Task brief = Read through the lines below for the string "text" and copy each one that has it.

Available records =

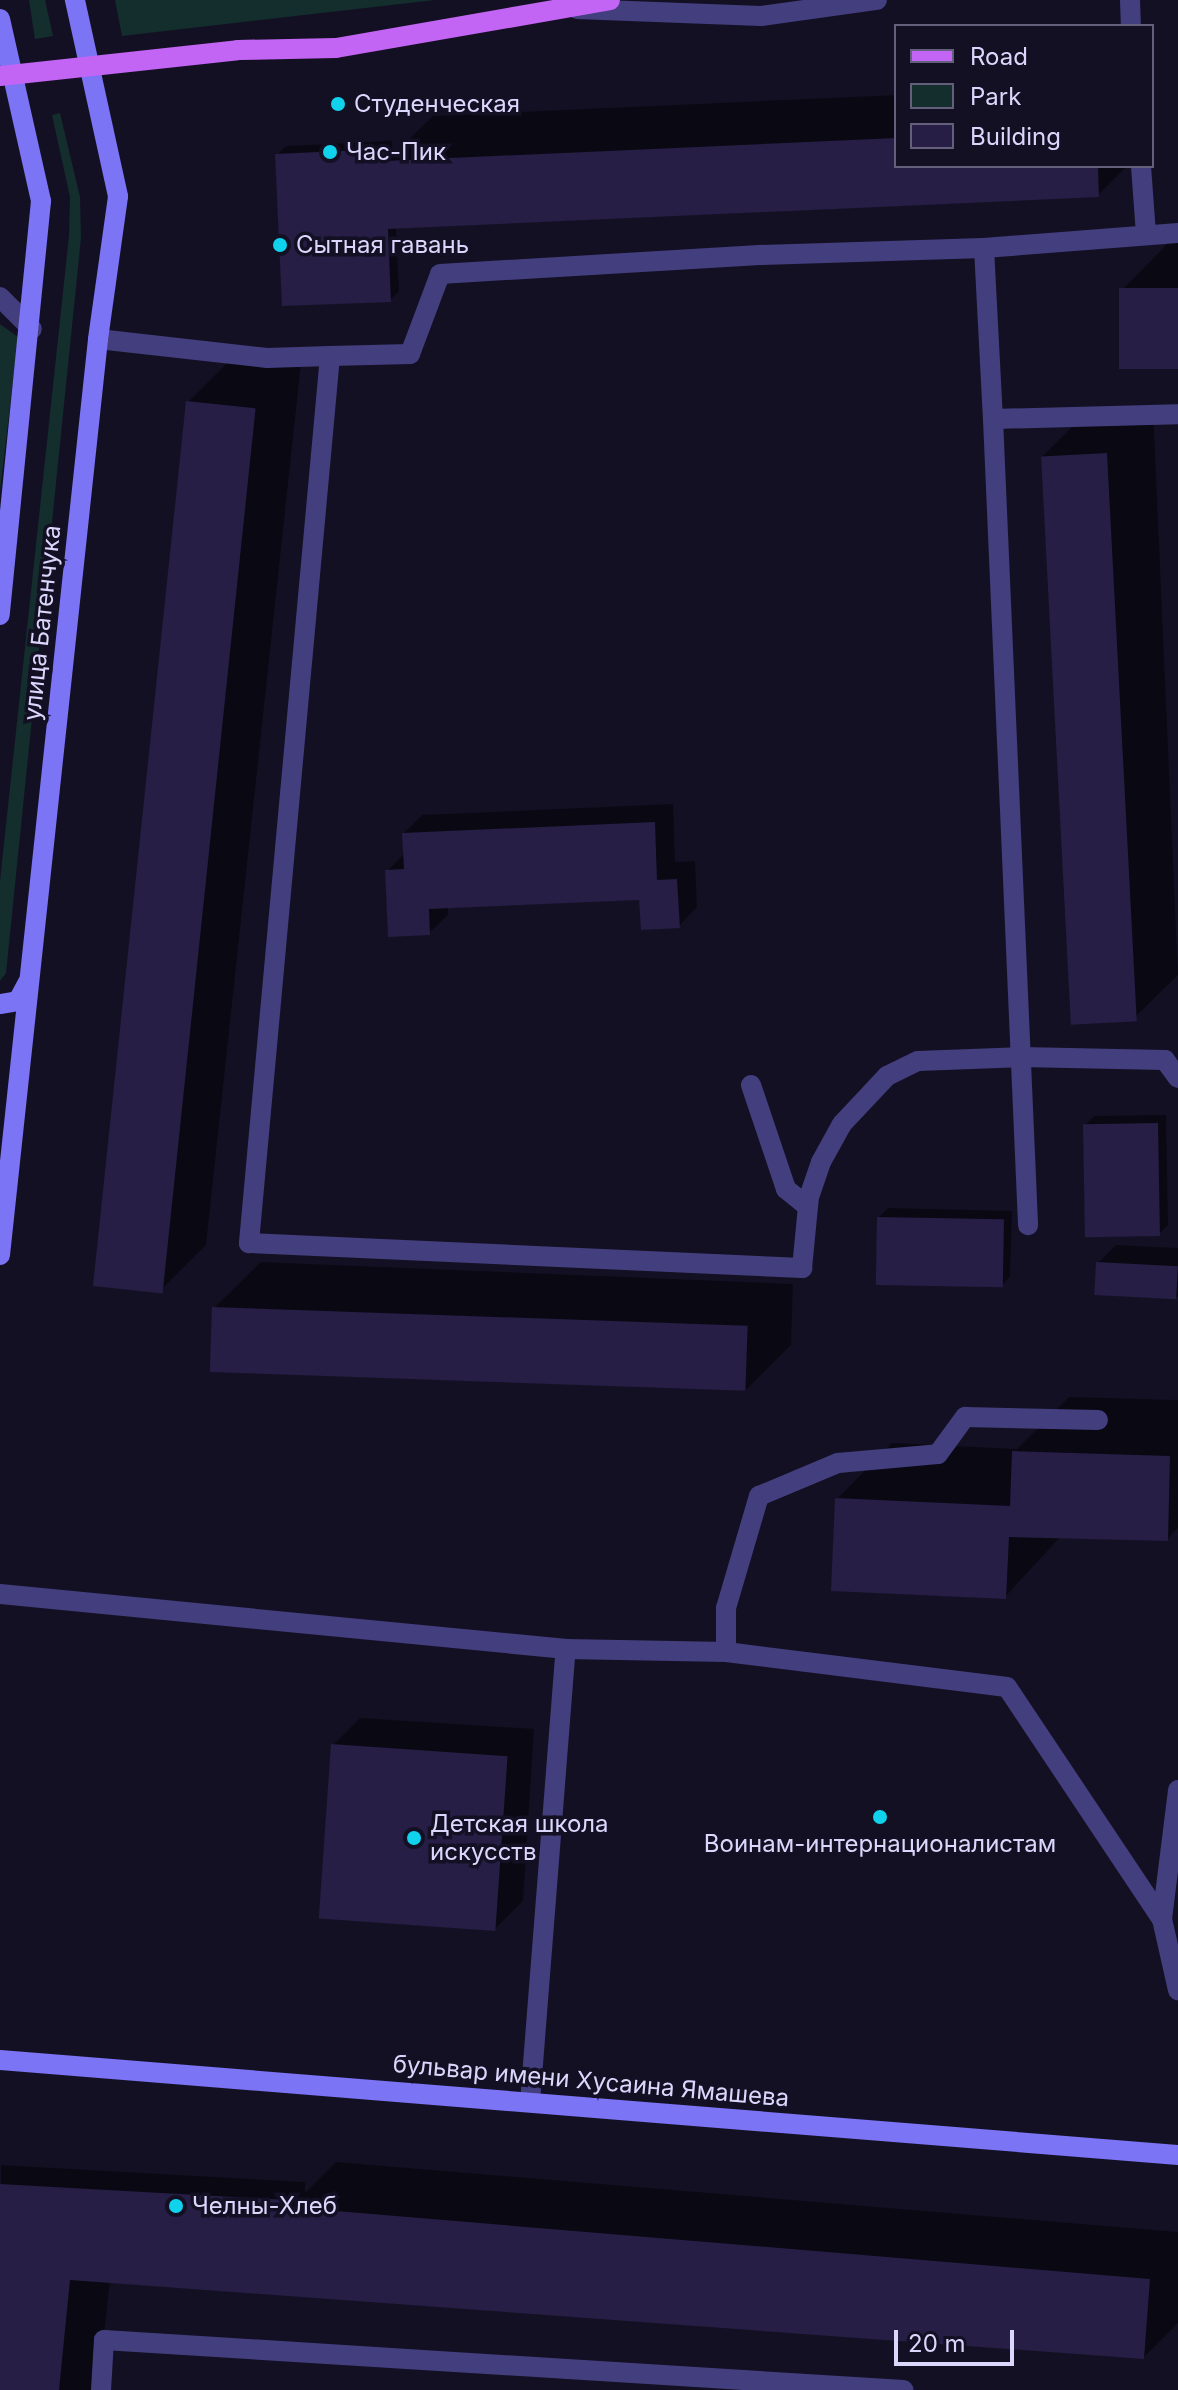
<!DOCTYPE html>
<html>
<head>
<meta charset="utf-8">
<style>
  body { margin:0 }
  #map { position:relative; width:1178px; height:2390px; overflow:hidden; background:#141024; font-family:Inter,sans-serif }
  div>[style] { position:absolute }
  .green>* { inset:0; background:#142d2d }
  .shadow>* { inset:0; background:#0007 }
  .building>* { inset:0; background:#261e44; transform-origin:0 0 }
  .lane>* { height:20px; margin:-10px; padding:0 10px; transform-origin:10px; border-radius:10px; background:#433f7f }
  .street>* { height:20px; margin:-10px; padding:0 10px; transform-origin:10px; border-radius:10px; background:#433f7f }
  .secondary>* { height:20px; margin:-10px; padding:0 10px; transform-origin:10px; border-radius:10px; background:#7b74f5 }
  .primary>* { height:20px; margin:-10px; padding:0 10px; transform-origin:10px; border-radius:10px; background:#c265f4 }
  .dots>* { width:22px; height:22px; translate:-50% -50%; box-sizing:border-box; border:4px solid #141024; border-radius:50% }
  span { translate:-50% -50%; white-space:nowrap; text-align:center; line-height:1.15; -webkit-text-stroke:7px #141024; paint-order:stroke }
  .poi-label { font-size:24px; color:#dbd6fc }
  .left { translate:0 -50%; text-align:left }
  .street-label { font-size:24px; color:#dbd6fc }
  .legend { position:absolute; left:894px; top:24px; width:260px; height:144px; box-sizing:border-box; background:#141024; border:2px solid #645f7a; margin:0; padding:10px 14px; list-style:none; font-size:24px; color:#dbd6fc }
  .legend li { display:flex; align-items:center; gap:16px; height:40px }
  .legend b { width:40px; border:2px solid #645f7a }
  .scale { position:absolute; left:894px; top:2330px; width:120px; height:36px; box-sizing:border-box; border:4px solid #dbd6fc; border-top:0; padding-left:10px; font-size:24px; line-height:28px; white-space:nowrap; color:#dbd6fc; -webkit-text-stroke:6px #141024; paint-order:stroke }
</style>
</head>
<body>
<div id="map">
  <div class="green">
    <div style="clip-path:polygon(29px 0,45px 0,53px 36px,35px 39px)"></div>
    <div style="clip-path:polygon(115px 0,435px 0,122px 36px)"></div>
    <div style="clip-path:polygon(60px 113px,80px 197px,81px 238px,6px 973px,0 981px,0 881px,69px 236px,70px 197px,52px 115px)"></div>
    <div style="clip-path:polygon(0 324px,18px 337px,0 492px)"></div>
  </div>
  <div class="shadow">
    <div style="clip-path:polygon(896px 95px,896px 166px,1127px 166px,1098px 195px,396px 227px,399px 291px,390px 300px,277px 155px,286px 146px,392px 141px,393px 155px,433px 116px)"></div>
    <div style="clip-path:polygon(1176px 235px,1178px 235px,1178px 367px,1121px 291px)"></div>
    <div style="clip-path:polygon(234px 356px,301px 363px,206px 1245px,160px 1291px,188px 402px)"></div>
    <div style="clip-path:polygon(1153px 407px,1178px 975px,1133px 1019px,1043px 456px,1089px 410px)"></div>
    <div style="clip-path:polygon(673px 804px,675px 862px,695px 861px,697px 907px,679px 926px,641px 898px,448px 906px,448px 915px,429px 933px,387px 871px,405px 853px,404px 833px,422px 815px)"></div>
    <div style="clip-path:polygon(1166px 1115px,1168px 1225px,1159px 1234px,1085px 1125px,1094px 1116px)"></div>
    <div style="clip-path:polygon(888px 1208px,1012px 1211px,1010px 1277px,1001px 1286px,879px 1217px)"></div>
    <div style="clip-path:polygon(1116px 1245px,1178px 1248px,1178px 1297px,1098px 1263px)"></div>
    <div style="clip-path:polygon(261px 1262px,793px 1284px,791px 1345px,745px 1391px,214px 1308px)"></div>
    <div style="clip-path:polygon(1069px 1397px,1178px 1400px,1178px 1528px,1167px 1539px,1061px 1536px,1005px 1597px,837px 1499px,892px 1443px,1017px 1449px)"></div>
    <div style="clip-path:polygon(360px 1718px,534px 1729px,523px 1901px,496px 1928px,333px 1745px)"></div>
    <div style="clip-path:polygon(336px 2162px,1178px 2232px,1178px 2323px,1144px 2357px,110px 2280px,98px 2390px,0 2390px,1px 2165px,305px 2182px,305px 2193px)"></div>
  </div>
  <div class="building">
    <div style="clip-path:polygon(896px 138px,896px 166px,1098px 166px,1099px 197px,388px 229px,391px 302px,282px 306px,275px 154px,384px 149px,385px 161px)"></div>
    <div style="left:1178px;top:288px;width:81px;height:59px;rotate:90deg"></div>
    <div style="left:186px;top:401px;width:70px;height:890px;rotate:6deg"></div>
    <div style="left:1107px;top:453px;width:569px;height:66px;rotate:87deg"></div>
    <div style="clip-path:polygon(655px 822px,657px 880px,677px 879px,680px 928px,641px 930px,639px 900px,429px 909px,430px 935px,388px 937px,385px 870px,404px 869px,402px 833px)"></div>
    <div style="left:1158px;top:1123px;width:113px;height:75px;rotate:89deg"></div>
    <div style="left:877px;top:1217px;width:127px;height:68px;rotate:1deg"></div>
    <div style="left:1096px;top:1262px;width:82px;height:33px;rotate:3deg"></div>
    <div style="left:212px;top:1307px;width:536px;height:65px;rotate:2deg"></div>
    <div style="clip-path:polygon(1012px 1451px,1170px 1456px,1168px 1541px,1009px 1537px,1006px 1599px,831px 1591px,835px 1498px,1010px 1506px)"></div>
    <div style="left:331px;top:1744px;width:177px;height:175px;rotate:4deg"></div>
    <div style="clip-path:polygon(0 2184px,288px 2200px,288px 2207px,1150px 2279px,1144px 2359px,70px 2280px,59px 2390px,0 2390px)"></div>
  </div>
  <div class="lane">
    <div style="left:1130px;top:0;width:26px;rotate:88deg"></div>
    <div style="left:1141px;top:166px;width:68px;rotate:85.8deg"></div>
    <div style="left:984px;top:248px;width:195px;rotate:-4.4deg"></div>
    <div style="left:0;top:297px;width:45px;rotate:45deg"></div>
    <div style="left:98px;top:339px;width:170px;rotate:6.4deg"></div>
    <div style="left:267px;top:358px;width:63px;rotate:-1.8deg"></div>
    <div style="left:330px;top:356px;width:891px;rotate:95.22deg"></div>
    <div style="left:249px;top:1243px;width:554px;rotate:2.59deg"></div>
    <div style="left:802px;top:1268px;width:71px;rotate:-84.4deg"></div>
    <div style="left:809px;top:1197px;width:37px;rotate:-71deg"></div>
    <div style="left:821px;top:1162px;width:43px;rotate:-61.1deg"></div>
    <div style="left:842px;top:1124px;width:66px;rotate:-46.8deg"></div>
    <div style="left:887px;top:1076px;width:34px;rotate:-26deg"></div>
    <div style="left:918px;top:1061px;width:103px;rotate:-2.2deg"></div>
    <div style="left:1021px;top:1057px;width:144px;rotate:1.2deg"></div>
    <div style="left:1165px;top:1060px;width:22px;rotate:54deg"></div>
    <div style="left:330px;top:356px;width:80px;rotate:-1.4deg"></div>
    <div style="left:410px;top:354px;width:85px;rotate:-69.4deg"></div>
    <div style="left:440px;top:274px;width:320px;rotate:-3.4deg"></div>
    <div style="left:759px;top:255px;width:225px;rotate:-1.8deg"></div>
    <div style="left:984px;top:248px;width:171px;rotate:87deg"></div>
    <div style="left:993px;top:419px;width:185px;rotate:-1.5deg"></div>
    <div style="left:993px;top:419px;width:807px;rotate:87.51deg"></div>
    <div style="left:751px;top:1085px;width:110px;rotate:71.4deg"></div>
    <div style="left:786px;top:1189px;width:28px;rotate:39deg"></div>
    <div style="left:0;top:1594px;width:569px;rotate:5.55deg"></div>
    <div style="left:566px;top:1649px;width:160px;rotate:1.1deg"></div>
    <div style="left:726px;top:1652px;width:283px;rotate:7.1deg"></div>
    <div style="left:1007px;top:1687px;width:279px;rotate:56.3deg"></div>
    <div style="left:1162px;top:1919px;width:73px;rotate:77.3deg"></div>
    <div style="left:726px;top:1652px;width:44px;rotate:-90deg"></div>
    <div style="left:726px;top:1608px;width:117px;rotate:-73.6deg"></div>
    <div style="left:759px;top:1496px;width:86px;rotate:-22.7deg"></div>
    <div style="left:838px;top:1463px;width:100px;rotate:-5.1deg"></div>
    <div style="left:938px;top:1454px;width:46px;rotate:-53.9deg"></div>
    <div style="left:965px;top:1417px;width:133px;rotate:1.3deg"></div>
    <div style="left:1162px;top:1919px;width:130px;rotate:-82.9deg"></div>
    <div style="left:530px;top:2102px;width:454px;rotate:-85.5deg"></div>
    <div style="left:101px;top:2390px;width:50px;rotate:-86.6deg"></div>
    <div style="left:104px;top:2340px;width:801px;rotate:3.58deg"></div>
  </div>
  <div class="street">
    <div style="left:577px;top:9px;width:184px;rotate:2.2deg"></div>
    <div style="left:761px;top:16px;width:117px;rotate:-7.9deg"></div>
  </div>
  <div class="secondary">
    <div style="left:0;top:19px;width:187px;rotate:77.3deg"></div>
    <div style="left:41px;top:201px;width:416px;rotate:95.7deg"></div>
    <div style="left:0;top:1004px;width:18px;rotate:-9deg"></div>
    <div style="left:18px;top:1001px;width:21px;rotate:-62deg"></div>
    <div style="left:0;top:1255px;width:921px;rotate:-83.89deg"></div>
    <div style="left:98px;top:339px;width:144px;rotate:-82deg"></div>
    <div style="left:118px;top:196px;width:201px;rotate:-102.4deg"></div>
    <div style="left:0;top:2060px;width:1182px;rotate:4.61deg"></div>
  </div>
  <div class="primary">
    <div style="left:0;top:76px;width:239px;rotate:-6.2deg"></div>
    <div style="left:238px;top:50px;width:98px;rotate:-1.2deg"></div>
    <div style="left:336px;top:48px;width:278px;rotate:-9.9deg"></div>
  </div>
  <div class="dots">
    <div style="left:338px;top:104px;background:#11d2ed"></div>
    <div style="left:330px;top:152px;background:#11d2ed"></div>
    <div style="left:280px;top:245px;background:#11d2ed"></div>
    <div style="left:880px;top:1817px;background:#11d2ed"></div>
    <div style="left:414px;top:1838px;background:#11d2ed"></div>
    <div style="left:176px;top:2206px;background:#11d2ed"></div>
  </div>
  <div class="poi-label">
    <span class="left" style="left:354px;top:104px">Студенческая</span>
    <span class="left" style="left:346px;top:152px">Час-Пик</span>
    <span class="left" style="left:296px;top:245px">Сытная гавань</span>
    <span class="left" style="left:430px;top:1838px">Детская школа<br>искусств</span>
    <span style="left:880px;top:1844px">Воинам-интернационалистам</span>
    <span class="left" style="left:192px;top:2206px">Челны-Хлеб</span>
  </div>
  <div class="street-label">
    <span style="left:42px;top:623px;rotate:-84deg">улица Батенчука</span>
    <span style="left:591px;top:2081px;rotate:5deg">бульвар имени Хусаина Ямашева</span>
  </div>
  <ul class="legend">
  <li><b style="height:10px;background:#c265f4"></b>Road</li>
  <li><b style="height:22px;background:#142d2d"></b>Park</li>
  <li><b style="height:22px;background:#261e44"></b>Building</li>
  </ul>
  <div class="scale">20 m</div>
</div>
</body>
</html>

Expected output =
  span { translate:-50% -50%; white-space:nowrap; text-align:center; line-height:1.15; -webkit-text-stroke:7px #141024; paint-order:stroke }
  .left { translate:0 -50%; text-align:left }
  .scale { position:absolute; left:894px; top:2330px; width:120px; height:36px; box-sizing:border-box; border:4px solid #dbd6fc; border-top:0; padding-left:10px; font-size:24px; line-height:28px; white-space:nowrap; color:#dbd6fc; -webkit-text-stroke:6px #141024; paint-order:stroke }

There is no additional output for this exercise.